You're given a tree with n nodes labeled from 0 to n - 1. The tree is represented as an undirected graph where any two nodes are connected by exactly one path (no cycles exist).

The tree is defined by:

  • n: the number of nodes
  • edges: an array of n - 1 edges where each edges[i] = [ai, bi] represents an undirected edge between nodes ai and bi

Your task is to find which nodes, when chosen as the root, would create trees with minimum height. The height of a rooted tree is the number of edges on the longest path from the root down to any leaf node.

Key Points:

  • You can choose any node as the root of the tree
  • Different root choices result in trees of different heights
  • You need to find all nodes that minimize this height
  • Return all such nodes (there can be multiple valid answers)

Example Understanding: If you have a linear chain of nodes 0-1-2-3-4, choosing node 2 (the middle) as root gives height 2, while choosing node 0 (an end) as root gives height 4. The middle node(s) minimize the height.

Special Case:

  • If n = 1, there's only one node, so return [0]

The solution uses a clever approach: it repeatedly removes leaf nodes (nodes with only one connection) layer by layer from the outside in. The last remaining nodes are the centers of the tree, which form the minimum height trees when used as roots. This works because the optimal roots are always in the "center" of the tree structure.

Flowchart Walkthrough

First, let's pin down the algorithm using the Flowchart.
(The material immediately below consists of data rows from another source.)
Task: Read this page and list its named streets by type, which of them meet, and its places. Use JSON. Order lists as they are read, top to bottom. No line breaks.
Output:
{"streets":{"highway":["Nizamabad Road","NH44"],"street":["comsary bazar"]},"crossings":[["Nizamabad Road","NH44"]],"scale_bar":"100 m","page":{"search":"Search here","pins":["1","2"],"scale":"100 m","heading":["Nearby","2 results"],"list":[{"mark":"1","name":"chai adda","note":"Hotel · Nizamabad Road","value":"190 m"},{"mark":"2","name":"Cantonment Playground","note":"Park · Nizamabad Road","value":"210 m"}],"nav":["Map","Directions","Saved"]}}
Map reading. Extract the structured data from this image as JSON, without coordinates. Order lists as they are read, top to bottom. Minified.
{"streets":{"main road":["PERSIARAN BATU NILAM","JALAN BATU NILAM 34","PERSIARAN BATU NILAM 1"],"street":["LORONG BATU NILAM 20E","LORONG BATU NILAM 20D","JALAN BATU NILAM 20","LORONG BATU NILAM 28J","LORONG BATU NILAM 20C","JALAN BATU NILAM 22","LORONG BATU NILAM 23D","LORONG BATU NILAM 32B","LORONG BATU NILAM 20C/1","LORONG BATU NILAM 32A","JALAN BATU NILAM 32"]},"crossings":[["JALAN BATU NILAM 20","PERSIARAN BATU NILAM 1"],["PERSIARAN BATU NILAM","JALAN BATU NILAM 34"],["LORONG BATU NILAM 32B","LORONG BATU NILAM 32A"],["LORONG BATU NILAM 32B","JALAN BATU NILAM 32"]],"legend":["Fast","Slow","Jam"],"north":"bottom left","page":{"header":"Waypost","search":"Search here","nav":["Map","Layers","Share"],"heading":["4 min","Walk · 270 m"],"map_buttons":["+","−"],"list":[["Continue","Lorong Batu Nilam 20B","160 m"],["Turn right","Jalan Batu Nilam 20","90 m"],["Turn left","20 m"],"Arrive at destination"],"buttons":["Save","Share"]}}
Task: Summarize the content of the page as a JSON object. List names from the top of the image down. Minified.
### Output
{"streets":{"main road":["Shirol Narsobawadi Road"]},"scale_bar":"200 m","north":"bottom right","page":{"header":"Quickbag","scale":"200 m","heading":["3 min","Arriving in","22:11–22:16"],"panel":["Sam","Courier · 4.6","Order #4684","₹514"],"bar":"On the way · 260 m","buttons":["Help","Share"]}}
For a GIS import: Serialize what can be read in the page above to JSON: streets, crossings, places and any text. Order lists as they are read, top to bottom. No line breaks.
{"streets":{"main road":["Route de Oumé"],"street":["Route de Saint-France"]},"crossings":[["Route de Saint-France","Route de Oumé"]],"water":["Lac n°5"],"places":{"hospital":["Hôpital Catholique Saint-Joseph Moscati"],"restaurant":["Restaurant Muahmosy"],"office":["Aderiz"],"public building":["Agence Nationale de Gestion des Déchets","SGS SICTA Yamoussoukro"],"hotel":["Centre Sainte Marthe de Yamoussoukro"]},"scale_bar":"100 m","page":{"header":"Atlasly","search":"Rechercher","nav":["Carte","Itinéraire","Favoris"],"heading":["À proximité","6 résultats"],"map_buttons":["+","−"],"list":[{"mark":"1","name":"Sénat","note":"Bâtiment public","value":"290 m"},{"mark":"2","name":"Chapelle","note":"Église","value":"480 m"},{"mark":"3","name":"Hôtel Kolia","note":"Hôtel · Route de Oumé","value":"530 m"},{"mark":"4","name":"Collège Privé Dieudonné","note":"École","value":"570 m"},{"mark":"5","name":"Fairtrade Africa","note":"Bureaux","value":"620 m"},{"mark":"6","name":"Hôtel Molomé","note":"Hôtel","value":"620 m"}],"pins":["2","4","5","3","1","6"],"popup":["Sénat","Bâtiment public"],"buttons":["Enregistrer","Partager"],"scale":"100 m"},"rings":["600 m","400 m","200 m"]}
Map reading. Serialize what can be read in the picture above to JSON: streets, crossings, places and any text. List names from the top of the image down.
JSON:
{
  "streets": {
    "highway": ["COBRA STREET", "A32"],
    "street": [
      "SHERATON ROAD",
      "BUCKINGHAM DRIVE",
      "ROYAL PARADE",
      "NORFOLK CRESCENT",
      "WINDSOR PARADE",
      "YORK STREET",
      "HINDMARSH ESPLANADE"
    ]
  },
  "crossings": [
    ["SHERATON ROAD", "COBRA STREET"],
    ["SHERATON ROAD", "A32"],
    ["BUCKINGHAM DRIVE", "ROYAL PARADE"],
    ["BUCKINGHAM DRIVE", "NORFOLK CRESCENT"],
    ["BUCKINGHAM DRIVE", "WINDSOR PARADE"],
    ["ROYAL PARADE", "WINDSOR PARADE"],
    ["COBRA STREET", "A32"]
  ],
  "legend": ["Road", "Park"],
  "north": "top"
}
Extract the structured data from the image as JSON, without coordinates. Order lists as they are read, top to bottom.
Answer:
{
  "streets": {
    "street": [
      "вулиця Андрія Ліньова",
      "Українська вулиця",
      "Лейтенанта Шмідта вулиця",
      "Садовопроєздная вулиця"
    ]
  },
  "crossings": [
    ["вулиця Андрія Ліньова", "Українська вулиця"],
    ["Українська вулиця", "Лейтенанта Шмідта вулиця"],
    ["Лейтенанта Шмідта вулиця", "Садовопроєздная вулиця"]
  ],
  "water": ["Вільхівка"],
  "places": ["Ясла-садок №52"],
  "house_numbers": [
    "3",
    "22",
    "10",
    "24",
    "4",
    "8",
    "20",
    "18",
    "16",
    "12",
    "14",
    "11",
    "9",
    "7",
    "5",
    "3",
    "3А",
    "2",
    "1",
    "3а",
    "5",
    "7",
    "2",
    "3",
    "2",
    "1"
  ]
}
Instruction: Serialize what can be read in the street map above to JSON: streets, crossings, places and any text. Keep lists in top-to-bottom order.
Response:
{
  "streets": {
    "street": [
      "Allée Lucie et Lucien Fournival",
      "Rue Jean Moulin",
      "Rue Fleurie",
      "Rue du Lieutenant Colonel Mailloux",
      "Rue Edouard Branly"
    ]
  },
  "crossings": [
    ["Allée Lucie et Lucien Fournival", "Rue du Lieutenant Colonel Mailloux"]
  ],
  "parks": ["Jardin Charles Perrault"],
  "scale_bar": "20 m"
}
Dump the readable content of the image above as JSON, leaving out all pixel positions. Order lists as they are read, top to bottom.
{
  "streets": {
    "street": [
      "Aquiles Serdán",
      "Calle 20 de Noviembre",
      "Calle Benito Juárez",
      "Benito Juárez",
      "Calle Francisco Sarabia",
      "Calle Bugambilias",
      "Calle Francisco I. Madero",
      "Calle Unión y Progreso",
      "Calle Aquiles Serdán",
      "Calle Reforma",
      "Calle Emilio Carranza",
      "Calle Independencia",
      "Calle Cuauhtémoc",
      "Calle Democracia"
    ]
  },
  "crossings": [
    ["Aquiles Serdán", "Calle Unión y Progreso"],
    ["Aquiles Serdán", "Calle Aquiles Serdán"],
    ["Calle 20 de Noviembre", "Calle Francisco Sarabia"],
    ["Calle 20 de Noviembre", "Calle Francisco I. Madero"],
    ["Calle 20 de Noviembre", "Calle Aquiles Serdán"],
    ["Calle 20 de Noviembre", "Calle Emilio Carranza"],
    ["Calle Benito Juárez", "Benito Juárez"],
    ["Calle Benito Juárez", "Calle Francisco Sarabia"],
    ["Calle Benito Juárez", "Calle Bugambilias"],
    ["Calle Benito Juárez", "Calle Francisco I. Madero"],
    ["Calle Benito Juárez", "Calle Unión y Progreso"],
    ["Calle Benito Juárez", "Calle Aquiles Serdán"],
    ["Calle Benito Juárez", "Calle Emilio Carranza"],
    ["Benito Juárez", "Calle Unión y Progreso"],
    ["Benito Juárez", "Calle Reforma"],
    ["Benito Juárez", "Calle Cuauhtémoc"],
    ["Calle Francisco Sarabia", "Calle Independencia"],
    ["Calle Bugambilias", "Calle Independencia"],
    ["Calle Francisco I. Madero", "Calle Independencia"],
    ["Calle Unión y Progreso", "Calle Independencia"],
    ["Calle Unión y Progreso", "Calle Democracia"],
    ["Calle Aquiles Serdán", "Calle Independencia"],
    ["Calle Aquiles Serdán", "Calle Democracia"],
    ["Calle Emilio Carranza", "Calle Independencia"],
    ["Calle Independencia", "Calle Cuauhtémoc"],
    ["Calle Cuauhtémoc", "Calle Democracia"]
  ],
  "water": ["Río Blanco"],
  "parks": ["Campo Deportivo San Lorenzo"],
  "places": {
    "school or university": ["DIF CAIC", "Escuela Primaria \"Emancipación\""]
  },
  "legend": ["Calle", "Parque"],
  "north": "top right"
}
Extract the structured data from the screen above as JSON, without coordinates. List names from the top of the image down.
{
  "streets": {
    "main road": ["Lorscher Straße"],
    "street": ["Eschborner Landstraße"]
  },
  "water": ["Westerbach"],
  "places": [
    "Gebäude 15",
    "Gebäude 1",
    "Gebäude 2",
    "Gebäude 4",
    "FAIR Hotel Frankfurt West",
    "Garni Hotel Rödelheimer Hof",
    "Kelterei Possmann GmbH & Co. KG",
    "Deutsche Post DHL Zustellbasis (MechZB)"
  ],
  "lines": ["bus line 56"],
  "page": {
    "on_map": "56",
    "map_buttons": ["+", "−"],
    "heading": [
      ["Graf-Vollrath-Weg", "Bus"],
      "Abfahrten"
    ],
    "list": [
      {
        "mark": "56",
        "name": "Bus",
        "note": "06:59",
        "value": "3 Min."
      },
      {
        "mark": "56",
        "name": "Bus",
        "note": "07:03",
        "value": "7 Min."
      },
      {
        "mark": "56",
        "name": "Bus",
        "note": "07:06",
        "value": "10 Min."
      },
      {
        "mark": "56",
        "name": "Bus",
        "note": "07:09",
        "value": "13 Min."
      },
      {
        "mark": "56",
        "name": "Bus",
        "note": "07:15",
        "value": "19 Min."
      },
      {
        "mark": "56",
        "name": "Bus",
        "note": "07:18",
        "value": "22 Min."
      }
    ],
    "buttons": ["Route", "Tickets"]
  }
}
Here's a step-by-step walkthrough:

Is it a graph?

  • Yes: The problem explicitly states we have an undirected graph representing a tree with n nodes and n-1 edges.

Is it a tree?

  • Yes: The problem clearly defines the input as a tree - an undirected graph where any two vertices are connected by exactly one path (no cycles).

DFS

  • We arrive at DFS as the algorithm choice for tree problems.

Conclusion: The flowchart suggests using DFS (Depth-First Search) for this tree problem.

Why DFS is Applicable

While the provided solution actually uses BFS with topological sorting (a level-by-level approach), DFS is equally valid for this problem:

  1. Tree Traversal: DFS can be used to traverse the tree and calculate heights from any potential root node.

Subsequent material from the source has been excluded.